Dean learns how to make a surgeon's incisions and a butcher's cuts; to school his face into an impassive mask; to cast agonizing spells and gauge how much blood loss the poor bastard being possessed can take. Interrogation is too hands-on for most of the Society, they don't consider it part of the Way, but there have always been those who recognized the necessity of...first-hand research. Someone had to teach the Inquisitors, after all.

So Dean learns. When he closes his eyes, all he sees are viscera, young women with their eyes black and their ribs opened up, and his hands aren't so soft anymore. 

Most of the information he gets is useless--Hell is a gossipy bunch, backstabbing and trying to sneak projects past one another, lust and lies and violence--but sometimes he catches a whisper of _blood_ and  _fire_ , things being carefully not said, before the demon grits its teeth and refuses to go further. But Dean shades in the silences, pieces together half-sentences and finds himself staring down something much bigger than a single demon and a single nursery.
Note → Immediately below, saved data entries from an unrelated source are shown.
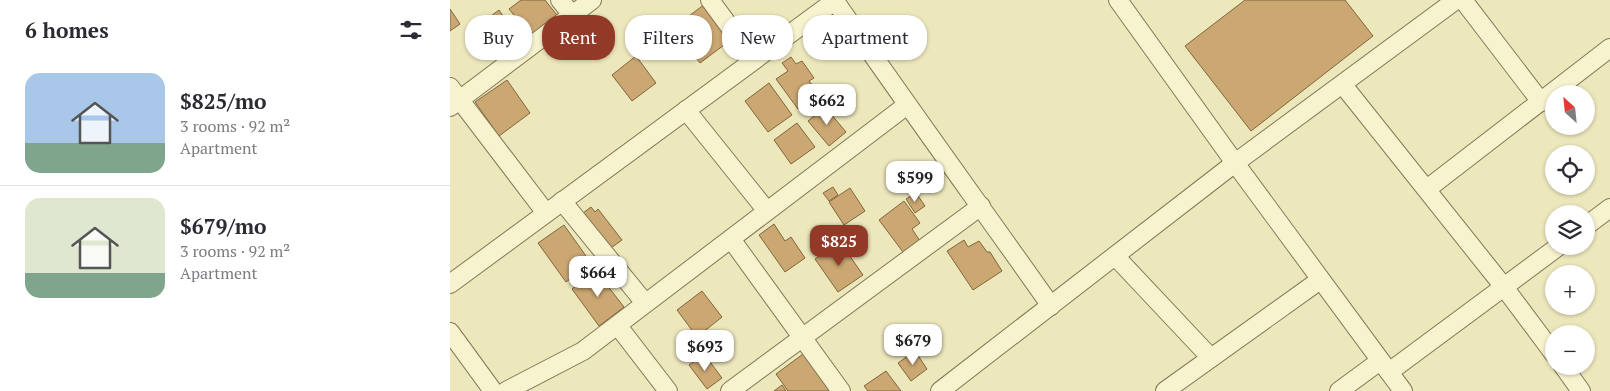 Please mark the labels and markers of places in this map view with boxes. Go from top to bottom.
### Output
pin: $662 [797,84,857,126]
pin: $599 [885,160,945,203]
pin: $825 [809,224,869,267]
pin: $664 [568,256,628,298]
pin: $679 [883,324,943,366]
pin: $693 [675,330,735,372] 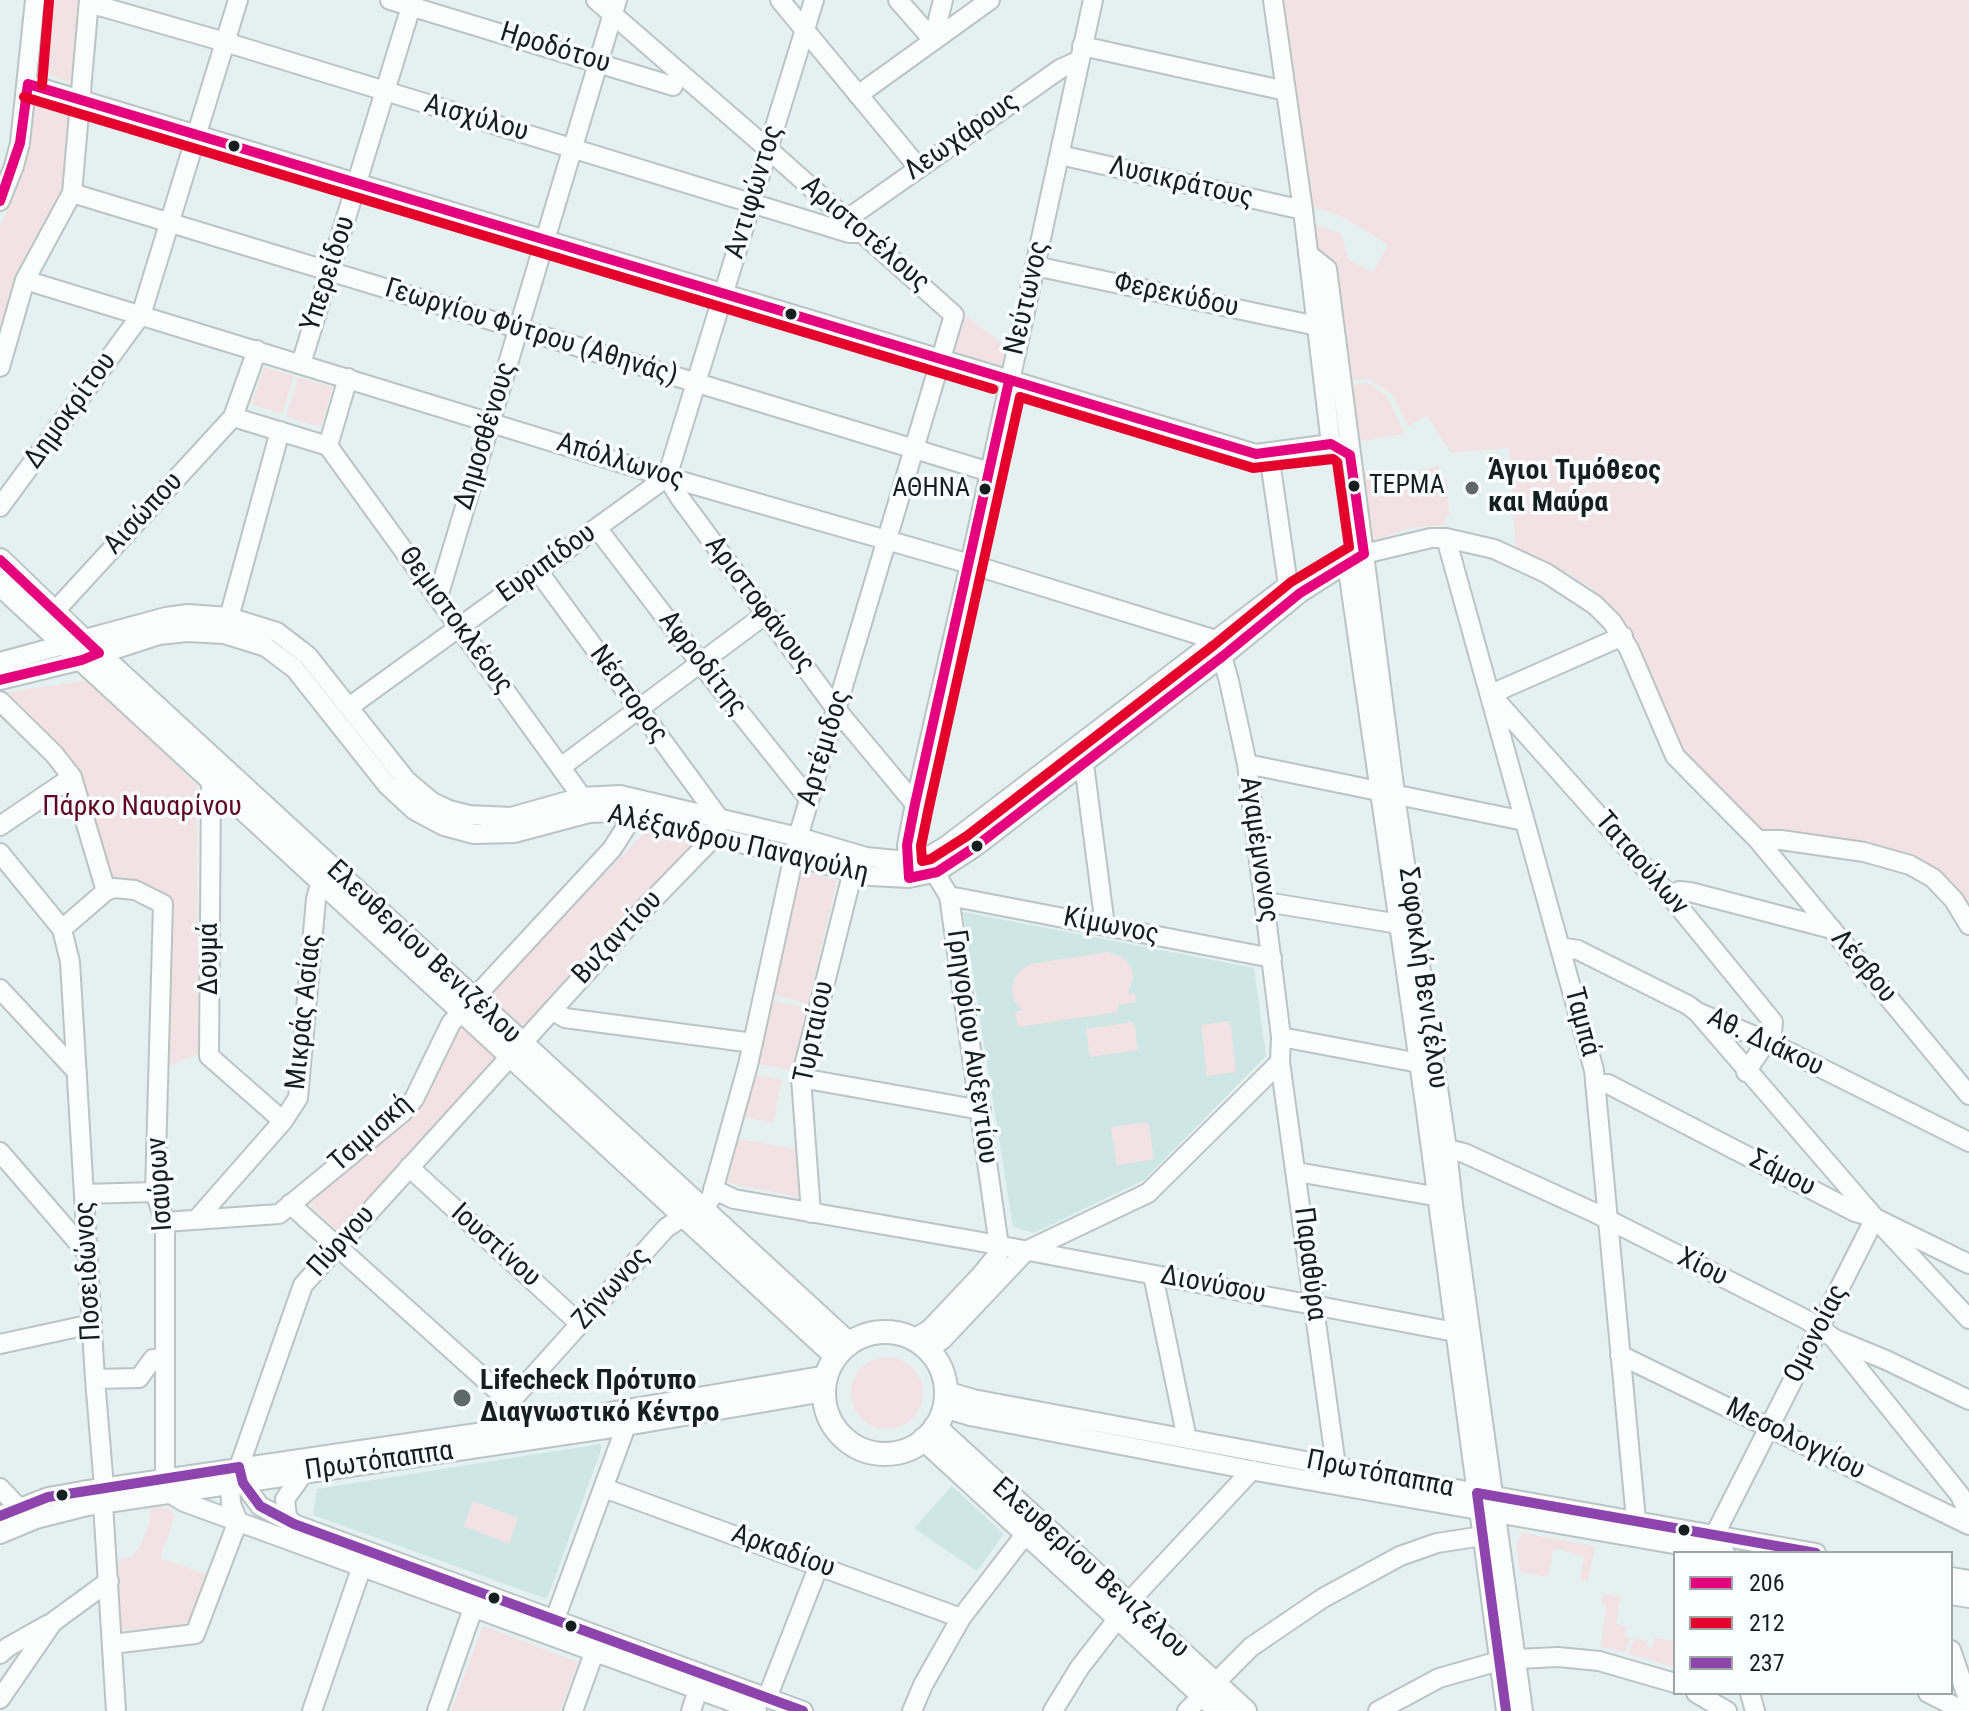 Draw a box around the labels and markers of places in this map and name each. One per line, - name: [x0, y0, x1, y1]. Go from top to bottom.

Deals made not for souls but for entrance to sleepy little white-picketed houses, on a specific night, when a six-month-old child was sleeping upstairs...

(Dean watches Sam sometimes, trying to see--trying to guess--but Sam talks about his teachers at school and the new rune-casting spell he learned the other day and is nerdy and pissy and _himself_ , so Dean says nothing.

 _There's still blood under your nails,_ Grandfather grumbles when Dean brings him his medicine before bed.  _It's a disgrace...my son off chasing demons and my grandson's torturing them...We are a line_ _of godly learned men, stretching all the way back to Adam!_   _How deep in the mud will the two of you drag the Winchester name before I am allowed to rest?_

 _It's Campbell_ , Dean almost snarls back, and he's stunned by the violence of the impulse, the fleeting awareness of how easy it would be to tear out this old man's throat--he is young and righteous and there is already blood under his nails. But Dean doesn't move, doesn't speak. He's not playing at war, anymore. He can lose a battle.)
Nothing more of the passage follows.